The FBI later said there were “indicators” suggesting a possible terrorism connection, based in part on the suspect’s clothing and items located in his vehicle. Investigators are continuing to examine the motive.
For Redlich and Shoberg, the speed of the response stood out.
“That is a very impressive response time by the Austin Police Department,” Redlich said, noting that in entertainment districts, officers are often already assigned to high-traffic areas precisely because of the risk profile.
The chaos behind a 911 call
Shoberg emphasized something the public rarely sees: the confusion between the first frantic 911 call and the information officers ultimately receive over the radio.
When dispatch centers are flooded with calls, callers are often screaming, panicked or providing incomplete information. Dispatchers must quickly interpret what they’re hearing, enter it into CAD and relay usable information to officers — all in seconds.
“The information that they’re receiving to what the officers are getting sometimes is completely different,” Shoberg said. “It can be really confusing.”

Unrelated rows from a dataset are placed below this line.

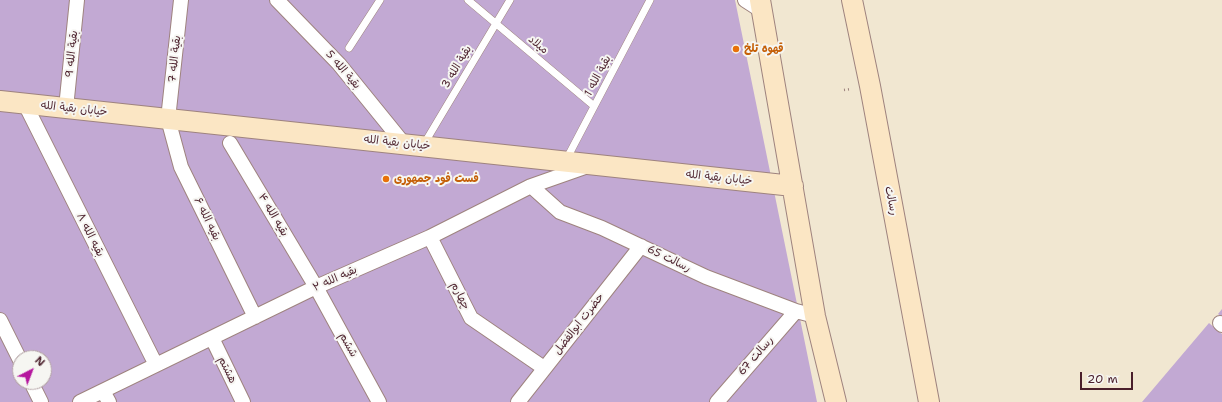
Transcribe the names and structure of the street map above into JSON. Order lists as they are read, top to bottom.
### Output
{
  "streets": {
    "main road": ["خیابان بقیة الله", "رسالت"],
    "street": [
      "بقیة الله 9",
      "بقیة الله 7",
      "بقیة الله 5",
      "بقیه الله ۴",
      "بقیه الله ۶",
      "بقیه الله ۸",
      "رسالت 65",
      "بقیه الله ۲",
      "چهارم",
      "حضرت ابوالفضل",
      "ششم",
      "رسالت 67",
      "هشتم"
    ],
    "lane": ["میلاد", "بقیة الله 3", "بقیة الله 1"]
  },
  "crossings": [
    ["میلاد", "بقیة الله 3"],
    ["میلاد", "بقیة الله 1"],
    ["بقیة الله 9", "خیابان بقیة الله"],
    ["بقیة الله 7", "خیابان بقیة الله"],
    ["بقیة الله 7", "بقیه الله ۶"],
    ["بقیة الله 3", "بقیة الله 5"],
    ["بقیة الله 3", "خیابان بقیة الله"],
    ["بقیة الله 5", "خیابان بقیة الله"],
    ["بقیة الله 1", "خیابان بقیة الله"],
    ["خیابان بقیة الله", "بقیه الله ۶"],
    ["خیابان بقیة الله", "بقیه الله ۸"],
    ["خیابان بقیة الله", "بقیه الله ۲"],
    ["بقیه الله ۴", "بقیه الله ۲"],
    ["بقیه الله ۴", "ششم"],
    ["بقیه الله ۶", "بقیه الله ۲"],
    ["بقیه الله ۸", "بقیه الله ۲"],
    ["رسالت 65", "بقیه الله ۲"],
    ["رسالت 65", "حضرت ابوالفضل"],
    ["رسالت 65", "رسالت 67"],
    ["بقیه الله ۲", "چهارم"],
    ["بقیه الله ۲", "ششم"],
    ["بقیه الله ۲", "هشتم"],
    ["چهارم", "حضرت ابوالفضل"]
  ],
  "places": ["قهوه تلخ", "فست فود جمهوری"],
  "scale_bar": "20 m",
  "north": "top right"
}
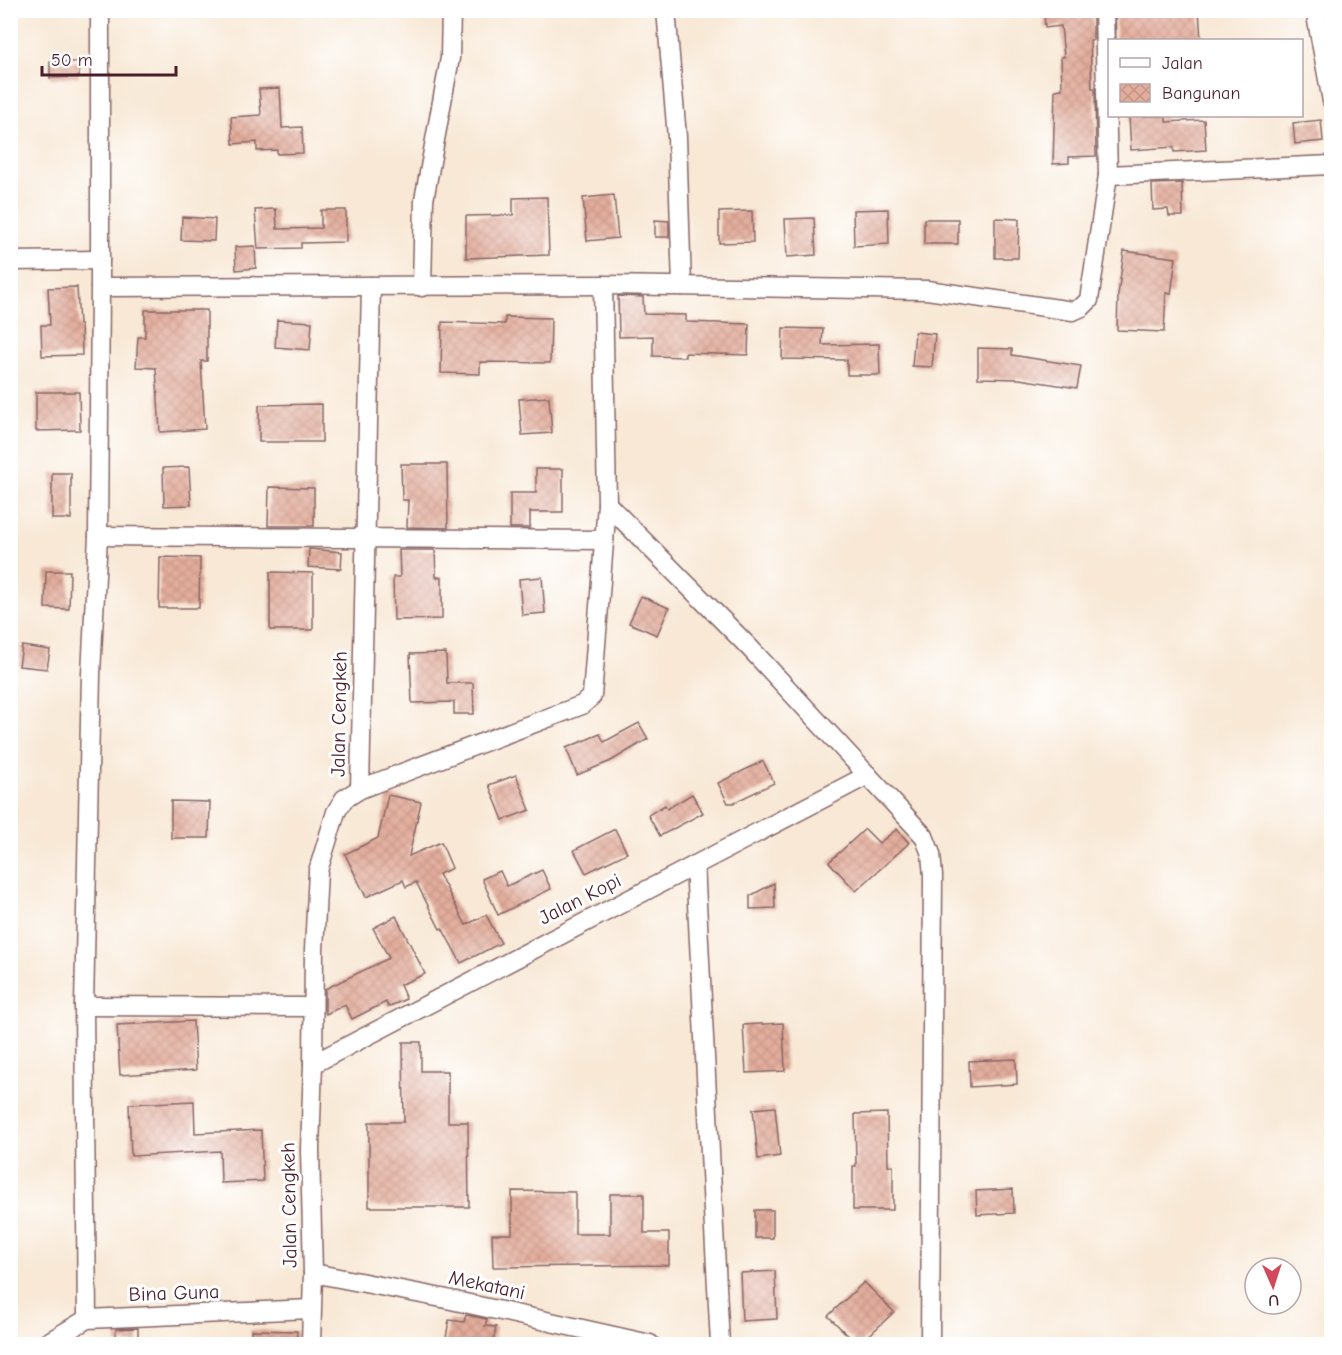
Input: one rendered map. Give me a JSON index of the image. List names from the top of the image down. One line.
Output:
{"streets":{"street":["Jalan Cengkeh","Jalan Kopi","Mekatani","Bina Guna"]},"crossings":[["Jalan Cengkeh","Jalan Kopi"],["Jalan Cengkeh","Mekatani"],["Jalan Cengkeh","Bina Guna"]],"legend":["Jalan","Bangunan"],"scale_bar":"50 m","north":"bottom"}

In a loud, crowded bar district — with music, alcohol and heavy foot traffic — even identifying the sound of gunfire can be difficult. Gunshots may be mistaken for fireworks or backfiring engines.
That ambiguity adds another layer of complexity for both officers and civilians trying to make sense of what’s happening.
The officer mindset: Meeting violence with violence
A significant portion of the discussion centered on something less comfortable but deeply familiar to many officers: the mindset required to confront an active shooter.
Responding to a call involving an armed suspect actively harming others is, Shoberg said bluntly, “scary.” But hesitation can cost lives.
Both hosts acknowledged a hard truth within policing: not every officer responds to high-risk incidents with the same urgency or resolve. While all roles are important in managing a large-scale scene, the initial contact officers — the ones moving toward gunfire — must be prepared to act decisively.
“You want your police officers to have that mentality,” Shoberg said, referring to the willingness to confront immediate, lethal violence.
That mindset, they argued, cannot be improvised in the moment. It must be reinforced through training, scenario work and honest conversations in briefing rooms before tragedy strikes.
What managing a scene like this really involves
Beyond the initial engagement, the aftermath of a mass casualty shooting rapidly expands.
Officers must secure and preserve the crime scene, establish perimeters, identify witnesses, separate and interview victims — many of whom may be intoxicated or in shock — and coordinate with federal partners if a terrorism nexus is suspected.
Media staging areas must be set up. Command posts established. Family notification begins. Evidence collection may stretch for days, with vehicles and personal property held to preserve forensic integrity.
“It’s chaotic,” Shoberg said, reflecting on previous mass casualty responses.
Within hours, federal investigators would likely be executing search warrants, analyzing digital devices and reviewing the suspect’s background — even if that information is not immediately released to the public.
Civilians who stepped up
Amid the violence, both hosts pointed to another reality: civilians who rendered aid.
Videos circulating online showed bystanders performing CPR and assisting the wounded in the moments after the shooting.
“There’s no obligation for anybody to do that,” Redlich said. “Those are actual heroes, too.”
A conversation agencies should be having now
The hosts closed the episode with a warning: incidents like this are not isolated.
With global tensions running high and ideological motivations often intertwined with personal crises, agencies should be discussing active shooter response regularly, they said — not just as a policy requirement, but as a mindset exercise.
For officers, that means candid conversations about readiness.
For civilians, it means understanding options before they are needed.
“Don’t be somebody that thinks, ‘This isn’t going to happen to me,’” Shoberg said. “You should assume that it’s going to happen to you.”